Exercise objective:
Copy each line below in which the string "serif" appears.
##### Dataset excerpts #####
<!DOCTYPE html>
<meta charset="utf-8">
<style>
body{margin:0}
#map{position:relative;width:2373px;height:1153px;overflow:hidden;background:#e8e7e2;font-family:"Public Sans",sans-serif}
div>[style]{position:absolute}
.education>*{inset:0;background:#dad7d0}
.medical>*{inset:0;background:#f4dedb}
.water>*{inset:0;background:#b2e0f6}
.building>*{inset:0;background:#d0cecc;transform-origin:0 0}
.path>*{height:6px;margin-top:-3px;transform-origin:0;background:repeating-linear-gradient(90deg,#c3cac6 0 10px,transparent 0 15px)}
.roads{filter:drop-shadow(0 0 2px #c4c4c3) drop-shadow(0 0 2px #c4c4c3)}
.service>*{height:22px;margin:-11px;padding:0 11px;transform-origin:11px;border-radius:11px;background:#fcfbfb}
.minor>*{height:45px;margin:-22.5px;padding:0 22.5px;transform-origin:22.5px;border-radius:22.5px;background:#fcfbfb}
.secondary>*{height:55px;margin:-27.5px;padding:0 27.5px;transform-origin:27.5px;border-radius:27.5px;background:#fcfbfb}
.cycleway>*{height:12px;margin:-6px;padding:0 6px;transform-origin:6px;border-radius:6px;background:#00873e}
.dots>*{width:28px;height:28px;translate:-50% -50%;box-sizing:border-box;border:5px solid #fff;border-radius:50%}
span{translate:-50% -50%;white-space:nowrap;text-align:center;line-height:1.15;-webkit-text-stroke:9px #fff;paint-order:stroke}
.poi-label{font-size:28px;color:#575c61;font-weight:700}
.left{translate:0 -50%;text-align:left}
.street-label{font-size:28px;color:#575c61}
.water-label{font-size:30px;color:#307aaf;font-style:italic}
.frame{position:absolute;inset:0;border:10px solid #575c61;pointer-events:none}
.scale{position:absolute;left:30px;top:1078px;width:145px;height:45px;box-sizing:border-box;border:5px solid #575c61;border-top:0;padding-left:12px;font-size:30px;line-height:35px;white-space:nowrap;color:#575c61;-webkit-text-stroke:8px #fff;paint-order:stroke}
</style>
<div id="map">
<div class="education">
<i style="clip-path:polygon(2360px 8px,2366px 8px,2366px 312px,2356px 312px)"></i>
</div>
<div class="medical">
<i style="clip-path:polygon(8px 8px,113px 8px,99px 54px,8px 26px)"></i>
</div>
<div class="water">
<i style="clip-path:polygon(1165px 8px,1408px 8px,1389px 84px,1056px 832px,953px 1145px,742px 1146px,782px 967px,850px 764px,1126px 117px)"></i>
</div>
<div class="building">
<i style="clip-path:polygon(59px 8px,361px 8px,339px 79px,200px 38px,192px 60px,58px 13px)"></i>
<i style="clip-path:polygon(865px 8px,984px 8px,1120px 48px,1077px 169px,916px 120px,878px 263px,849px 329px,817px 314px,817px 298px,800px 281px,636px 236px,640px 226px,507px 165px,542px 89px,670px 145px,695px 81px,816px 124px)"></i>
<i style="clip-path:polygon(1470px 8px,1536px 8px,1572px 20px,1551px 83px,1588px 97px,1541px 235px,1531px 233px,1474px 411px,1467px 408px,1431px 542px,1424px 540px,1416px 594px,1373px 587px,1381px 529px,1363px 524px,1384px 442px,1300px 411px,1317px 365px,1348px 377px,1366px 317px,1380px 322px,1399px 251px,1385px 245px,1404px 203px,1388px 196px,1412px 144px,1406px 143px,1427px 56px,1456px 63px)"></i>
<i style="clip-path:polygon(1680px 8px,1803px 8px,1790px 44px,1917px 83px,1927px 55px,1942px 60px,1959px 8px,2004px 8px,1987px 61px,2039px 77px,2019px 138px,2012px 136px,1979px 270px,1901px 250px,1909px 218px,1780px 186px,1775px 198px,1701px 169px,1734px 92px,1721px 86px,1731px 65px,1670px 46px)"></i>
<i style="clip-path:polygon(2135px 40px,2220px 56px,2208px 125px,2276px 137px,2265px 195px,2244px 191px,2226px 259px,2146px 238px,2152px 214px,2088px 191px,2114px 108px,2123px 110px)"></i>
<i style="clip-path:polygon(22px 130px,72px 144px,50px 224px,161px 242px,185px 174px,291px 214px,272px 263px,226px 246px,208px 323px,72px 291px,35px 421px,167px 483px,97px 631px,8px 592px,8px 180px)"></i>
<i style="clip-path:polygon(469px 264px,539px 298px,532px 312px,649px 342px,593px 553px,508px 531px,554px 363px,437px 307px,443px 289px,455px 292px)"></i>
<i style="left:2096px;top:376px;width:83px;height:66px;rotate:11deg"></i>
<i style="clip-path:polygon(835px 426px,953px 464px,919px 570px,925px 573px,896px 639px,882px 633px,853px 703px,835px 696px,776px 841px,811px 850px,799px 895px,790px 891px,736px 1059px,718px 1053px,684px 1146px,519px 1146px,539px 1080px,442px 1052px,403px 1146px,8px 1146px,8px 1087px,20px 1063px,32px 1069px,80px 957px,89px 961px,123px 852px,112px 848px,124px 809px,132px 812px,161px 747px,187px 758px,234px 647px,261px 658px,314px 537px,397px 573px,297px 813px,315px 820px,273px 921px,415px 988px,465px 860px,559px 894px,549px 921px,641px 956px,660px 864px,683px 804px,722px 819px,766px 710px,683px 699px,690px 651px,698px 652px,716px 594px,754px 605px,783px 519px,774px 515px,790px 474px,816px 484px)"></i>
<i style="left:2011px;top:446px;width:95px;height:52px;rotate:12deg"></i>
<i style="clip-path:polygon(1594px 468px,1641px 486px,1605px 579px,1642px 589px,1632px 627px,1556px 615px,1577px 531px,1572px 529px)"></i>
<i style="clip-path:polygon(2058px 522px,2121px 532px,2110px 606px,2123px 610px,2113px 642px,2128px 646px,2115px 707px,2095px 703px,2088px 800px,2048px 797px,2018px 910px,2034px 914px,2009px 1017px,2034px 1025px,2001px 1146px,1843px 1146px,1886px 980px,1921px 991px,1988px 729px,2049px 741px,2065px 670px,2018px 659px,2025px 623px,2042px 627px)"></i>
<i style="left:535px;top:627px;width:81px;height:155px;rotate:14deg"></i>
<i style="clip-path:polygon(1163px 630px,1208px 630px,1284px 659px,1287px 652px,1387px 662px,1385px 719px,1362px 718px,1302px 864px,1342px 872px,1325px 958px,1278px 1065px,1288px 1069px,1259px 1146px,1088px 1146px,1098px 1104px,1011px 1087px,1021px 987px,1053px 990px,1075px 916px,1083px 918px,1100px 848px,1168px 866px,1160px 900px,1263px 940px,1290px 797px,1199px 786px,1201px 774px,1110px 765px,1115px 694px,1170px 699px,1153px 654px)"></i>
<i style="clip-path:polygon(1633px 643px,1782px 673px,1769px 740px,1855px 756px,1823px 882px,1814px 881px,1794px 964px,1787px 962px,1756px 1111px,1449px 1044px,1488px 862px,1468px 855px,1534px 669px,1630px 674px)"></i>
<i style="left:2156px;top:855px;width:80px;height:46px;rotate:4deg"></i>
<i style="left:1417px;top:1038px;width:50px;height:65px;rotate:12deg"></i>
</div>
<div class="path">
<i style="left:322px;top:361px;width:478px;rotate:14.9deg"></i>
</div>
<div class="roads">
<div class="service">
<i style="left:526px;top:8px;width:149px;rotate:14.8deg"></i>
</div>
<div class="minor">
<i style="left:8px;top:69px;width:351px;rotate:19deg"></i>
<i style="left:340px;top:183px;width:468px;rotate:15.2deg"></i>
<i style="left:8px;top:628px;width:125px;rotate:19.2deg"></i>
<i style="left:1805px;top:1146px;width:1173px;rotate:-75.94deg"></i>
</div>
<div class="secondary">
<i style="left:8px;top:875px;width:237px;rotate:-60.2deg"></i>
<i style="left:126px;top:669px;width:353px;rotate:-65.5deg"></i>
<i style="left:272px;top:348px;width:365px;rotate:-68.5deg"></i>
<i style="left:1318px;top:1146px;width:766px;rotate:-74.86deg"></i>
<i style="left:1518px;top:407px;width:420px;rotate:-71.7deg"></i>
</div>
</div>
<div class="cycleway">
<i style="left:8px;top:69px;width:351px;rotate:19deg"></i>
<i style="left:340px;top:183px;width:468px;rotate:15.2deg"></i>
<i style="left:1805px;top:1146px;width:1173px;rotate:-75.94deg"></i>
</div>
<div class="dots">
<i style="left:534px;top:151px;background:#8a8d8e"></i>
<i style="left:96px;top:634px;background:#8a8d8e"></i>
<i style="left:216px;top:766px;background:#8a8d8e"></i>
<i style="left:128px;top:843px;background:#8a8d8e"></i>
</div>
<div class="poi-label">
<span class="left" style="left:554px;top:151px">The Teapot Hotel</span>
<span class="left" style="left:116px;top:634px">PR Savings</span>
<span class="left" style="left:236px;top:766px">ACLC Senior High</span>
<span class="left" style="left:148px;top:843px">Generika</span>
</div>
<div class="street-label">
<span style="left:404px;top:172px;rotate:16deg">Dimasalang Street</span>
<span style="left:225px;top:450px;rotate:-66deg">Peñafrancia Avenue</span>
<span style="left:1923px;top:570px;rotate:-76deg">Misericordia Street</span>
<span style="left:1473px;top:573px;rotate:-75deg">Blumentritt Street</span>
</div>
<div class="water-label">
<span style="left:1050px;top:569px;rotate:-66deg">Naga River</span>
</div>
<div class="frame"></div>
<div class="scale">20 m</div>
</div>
#####
##### Dataset excerpts #####
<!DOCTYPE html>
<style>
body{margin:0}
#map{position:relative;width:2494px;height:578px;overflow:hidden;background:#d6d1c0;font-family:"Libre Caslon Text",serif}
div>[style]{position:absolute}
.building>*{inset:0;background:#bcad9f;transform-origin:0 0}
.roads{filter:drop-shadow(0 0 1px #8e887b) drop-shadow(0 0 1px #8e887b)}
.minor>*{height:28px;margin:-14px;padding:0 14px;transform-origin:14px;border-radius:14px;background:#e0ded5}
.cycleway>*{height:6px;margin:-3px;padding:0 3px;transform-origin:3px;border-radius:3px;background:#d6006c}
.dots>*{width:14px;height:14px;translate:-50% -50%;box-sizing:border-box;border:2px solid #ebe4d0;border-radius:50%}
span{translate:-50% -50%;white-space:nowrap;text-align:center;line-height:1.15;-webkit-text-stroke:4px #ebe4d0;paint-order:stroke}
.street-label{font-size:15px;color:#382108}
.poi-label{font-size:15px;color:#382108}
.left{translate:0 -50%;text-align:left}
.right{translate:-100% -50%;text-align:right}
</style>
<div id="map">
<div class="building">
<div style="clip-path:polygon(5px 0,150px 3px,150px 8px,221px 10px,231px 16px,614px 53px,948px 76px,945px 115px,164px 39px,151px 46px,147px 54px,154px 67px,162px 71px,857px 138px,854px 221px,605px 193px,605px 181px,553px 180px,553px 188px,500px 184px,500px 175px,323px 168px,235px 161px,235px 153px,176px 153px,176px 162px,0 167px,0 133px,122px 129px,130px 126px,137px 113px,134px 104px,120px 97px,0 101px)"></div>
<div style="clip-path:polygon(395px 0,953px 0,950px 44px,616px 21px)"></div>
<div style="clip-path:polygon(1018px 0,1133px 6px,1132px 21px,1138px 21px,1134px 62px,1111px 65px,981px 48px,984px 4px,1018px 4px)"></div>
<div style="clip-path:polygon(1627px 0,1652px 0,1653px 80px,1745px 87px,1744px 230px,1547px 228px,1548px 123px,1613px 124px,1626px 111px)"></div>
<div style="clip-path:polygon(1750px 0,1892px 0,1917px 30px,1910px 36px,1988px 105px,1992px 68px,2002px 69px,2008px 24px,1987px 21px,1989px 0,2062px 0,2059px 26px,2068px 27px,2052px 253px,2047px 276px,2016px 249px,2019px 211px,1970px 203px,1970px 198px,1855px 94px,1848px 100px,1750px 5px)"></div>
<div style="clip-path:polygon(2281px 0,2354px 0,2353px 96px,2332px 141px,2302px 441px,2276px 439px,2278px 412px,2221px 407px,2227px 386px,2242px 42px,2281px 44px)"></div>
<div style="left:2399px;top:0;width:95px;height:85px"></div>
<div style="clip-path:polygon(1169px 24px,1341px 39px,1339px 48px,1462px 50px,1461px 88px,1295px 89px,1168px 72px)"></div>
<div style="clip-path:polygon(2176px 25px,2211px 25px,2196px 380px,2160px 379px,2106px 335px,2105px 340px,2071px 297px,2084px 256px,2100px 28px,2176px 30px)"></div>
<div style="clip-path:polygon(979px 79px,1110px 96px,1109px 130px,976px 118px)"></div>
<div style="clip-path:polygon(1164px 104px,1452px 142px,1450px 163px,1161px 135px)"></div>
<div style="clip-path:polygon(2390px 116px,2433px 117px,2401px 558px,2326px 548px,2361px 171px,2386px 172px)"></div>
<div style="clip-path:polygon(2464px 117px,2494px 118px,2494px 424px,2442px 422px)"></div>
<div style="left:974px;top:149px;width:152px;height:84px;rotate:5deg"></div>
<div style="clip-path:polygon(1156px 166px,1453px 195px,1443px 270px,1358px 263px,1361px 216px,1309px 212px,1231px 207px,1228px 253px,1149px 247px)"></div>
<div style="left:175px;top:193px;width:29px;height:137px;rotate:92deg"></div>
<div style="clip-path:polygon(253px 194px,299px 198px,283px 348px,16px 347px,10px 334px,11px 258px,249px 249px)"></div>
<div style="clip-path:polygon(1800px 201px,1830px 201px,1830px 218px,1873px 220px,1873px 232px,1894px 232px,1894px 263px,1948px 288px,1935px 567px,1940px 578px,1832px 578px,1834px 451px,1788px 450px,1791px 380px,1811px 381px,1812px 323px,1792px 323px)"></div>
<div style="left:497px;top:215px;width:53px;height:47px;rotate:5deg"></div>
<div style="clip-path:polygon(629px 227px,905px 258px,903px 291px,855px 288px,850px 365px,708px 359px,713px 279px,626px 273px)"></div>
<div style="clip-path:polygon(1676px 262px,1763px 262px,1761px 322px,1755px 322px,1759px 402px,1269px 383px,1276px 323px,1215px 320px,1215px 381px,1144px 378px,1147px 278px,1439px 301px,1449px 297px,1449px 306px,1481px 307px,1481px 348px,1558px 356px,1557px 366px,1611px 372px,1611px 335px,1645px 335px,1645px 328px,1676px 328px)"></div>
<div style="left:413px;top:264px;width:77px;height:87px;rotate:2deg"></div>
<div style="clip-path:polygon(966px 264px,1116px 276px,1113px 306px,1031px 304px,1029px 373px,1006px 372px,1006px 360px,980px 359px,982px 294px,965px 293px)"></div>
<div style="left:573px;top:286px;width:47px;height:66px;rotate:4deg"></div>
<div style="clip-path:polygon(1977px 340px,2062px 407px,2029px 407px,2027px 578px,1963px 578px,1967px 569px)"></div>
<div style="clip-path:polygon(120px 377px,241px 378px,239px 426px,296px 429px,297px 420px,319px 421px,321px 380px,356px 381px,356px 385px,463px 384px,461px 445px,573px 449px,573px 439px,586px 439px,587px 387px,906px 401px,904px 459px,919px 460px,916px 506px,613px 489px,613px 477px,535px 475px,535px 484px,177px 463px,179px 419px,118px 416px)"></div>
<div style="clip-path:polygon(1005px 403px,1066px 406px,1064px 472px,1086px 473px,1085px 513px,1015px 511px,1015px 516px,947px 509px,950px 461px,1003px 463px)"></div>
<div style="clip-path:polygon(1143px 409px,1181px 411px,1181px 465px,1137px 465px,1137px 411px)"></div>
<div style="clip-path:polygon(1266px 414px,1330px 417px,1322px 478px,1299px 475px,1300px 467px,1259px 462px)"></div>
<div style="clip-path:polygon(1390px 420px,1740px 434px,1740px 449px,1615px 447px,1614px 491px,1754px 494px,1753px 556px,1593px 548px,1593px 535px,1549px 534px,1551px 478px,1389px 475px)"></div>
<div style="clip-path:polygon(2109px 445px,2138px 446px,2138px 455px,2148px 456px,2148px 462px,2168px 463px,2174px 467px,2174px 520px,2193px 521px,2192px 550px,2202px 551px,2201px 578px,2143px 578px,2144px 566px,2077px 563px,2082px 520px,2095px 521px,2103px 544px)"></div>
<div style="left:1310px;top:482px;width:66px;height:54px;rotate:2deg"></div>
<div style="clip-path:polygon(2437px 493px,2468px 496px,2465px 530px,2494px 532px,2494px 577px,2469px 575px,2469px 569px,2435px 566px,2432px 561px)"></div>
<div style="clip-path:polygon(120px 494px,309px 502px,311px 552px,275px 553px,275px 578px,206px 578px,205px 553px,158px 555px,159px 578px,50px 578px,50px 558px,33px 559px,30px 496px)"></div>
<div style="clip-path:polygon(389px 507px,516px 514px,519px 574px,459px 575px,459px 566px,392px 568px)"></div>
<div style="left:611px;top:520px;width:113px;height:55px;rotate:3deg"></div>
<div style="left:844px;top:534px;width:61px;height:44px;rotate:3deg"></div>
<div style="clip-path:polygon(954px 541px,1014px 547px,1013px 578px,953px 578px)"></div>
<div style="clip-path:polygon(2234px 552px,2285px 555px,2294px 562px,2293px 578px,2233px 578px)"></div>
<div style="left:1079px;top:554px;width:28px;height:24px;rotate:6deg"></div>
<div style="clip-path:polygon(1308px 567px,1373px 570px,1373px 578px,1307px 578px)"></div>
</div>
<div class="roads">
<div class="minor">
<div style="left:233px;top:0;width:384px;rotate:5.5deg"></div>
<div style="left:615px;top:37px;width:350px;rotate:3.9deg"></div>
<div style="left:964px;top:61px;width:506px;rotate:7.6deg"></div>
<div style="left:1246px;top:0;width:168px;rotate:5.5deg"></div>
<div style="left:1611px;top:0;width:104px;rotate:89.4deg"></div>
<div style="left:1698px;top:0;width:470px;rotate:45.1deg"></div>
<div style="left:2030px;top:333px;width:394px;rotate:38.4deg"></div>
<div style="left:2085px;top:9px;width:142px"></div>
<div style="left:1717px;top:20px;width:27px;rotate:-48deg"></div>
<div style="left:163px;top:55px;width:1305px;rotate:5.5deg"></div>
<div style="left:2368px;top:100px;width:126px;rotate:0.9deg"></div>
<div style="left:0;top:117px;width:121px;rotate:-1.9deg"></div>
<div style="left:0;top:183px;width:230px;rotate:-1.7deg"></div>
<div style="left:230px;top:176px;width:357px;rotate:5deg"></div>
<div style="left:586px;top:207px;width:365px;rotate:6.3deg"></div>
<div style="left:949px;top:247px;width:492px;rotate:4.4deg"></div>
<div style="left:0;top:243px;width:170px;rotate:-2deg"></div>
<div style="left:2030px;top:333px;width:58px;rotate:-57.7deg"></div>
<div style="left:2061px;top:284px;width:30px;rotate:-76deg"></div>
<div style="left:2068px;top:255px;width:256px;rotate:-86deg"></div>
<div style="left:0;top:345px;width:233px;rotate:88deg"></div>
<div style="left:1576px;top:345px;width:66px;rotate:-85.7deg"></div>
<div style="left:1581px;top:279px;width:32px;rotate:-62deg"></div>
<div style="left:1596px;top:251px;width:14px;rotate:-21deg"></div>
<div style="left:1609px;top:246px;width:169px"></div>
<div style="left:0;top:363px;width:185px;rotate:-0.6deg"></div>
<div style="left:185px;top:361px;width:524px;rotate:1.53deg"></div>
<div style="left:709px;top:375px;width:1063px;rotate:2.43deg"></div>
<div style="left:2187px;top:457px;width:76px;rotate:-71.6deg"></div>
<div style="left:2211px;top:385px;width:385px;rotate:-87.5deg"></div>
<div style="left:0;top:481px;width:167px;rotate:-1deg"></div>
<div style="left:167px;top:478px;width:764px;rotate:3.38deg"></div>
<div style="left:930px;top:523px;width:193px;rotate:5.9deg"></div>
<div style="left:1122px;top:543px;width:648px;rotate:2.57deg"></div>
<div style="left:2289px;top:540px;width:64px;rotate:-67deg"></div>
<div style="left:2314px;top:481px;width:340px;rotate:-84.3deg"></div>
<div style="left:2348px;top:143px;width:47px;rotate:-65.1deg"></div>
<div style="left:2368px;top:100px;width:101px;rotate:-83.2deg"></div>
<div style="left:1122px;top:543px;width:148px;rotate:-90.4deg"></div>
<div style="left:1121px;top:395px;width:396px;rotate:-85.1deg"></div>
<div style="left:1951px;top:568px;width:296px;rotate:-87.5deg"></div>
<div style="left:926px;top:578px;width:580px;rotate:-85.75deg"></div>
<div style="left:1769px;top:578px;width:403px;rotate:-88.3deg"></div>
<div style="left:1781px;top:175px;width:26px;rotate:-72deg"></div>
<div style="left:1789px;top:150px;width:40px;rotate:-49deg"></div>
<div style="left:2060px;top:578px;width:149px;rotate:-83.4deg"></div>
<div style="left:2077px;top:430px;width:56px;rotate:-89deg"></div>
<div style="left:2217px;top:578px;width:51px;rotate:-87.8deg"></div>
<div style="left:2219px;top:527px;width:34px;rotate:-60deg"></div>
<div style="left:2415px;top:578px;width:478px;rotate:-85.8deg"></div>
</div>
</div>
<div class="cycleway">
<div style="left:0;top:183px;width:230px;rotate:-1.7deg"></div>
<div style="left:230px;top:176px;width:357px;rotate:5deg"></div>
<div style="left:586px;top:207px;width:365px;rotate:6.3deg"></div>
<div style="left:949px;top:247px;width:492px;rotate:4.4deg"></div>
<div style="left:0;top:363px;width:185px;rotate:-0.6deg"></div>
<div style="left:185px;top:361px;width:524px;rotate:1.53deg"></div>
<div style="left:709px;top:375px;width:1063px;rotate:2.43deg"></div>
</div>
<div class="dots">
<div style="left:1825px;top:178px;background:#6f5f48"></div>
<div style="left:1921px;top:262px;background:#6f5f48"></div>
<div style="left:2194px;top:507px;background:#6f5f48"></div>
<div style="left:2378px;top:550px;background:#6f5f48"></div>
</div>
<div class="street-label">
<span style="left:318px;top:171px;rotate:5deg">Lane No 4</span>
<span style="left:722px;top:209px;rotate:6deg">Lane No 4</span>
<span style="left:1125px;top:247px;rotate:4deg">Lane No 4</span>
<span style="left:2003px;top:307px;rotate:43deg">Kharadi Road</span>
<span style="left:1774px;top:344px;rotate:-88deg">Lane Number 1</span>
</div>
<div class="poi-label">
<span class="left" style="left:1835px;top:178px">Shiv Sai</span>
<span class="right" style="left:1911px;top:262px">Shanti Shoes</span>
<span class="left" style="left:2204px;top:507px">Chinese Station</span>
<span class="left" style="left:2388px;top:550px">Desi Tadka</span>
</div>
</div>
#####
Solution:
#map{position:relative;width:2373px;height:1153px;overflow:hidden;background:#e8e7e2;font-family:"Public Sans",sans-serif}
#map{position:relative;width:2494px;height:578px;overflow:hidden;background:#d6d1c0;font-family:"Libre Caslon Text",serif}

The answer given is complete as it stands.